DATA TO EXAMINE Block Start

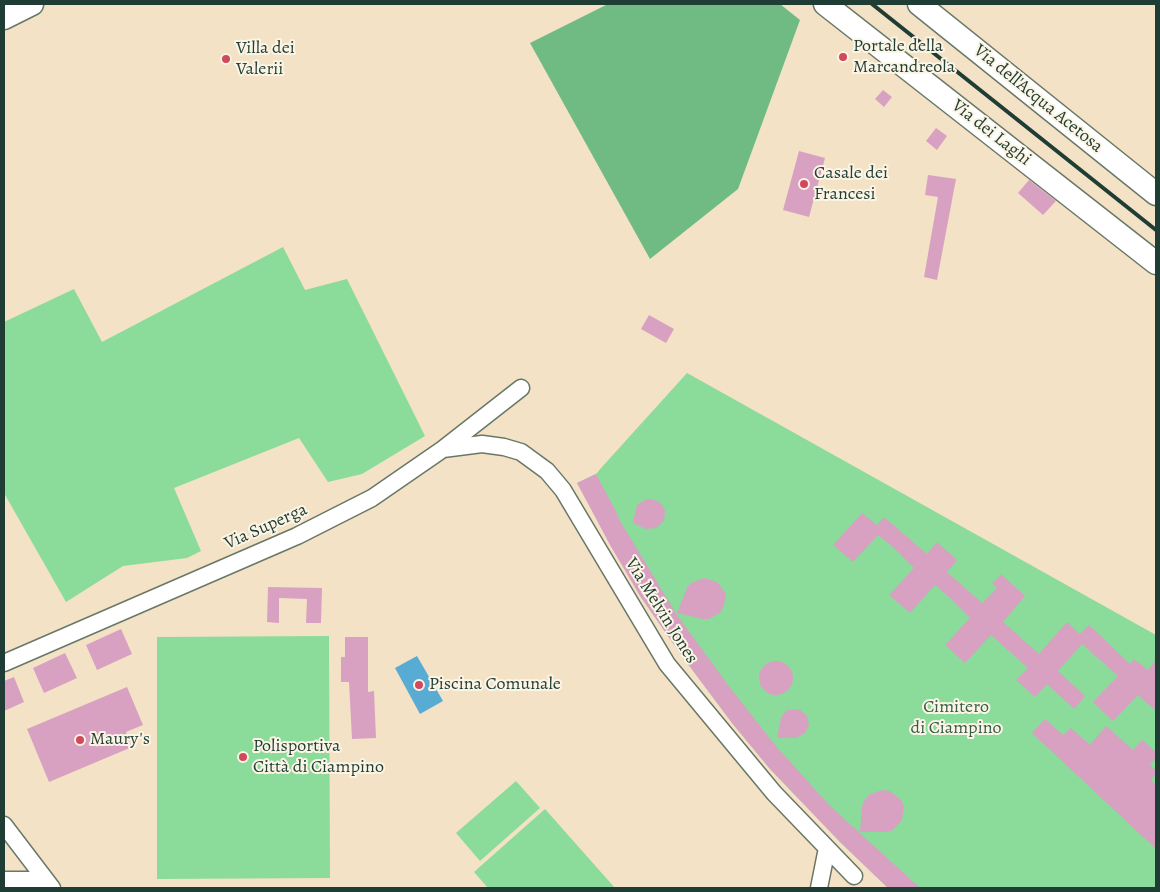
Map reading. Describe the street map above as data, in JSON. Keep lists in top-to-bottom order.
{
  "streets": {
    "main road": ["Via dell'Acqua Acetosa", "Via dei Laghi"],
    "street": ["Via Superga", "Via Melvin Jones"]
  },
  "crossings": [
    ["Via Superga", "Via Melvin Jones"]
  ],
  "parks": ["Cimitero di Ciampino"],
  "places": [
    "Portale della Marcandreola",
    "Villa dei Valerii",
    "Casale dei Francesi",
    "Piscina Comunale",
    "Maury's",
    "Polisportiva Città di Ciampino"
  ]
}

DATA TO EXAMINE Block End

WORK TO BE COMPLETED:
Send back the listing exactly as it stands. Do not include the pictures.

EXERCISE SOLUTION:
Map reading. Describe the street map above as data, in JSON. Keep lists in top-to-bottom order.
{
  "streets": {
    "main road": ["Via dell'Acqua Acetosa", "Via dei Laghi"],
    "street": ["Via Superga", "Via Melvin Jones"]
  },
  "crossings": [
    ["Via Superga", "Via Melvin Jones"]
  ],
  "parks": ["Cimitero di Ciampino"],
  "places": [
    "Portale della Marcandreola",
    "Villa dei Valerii",
    "Casale dei Francesi",
    "Piscina Comunale",
    "Maury's",
    "Polisportiva Città di Ciampino"
  ]
}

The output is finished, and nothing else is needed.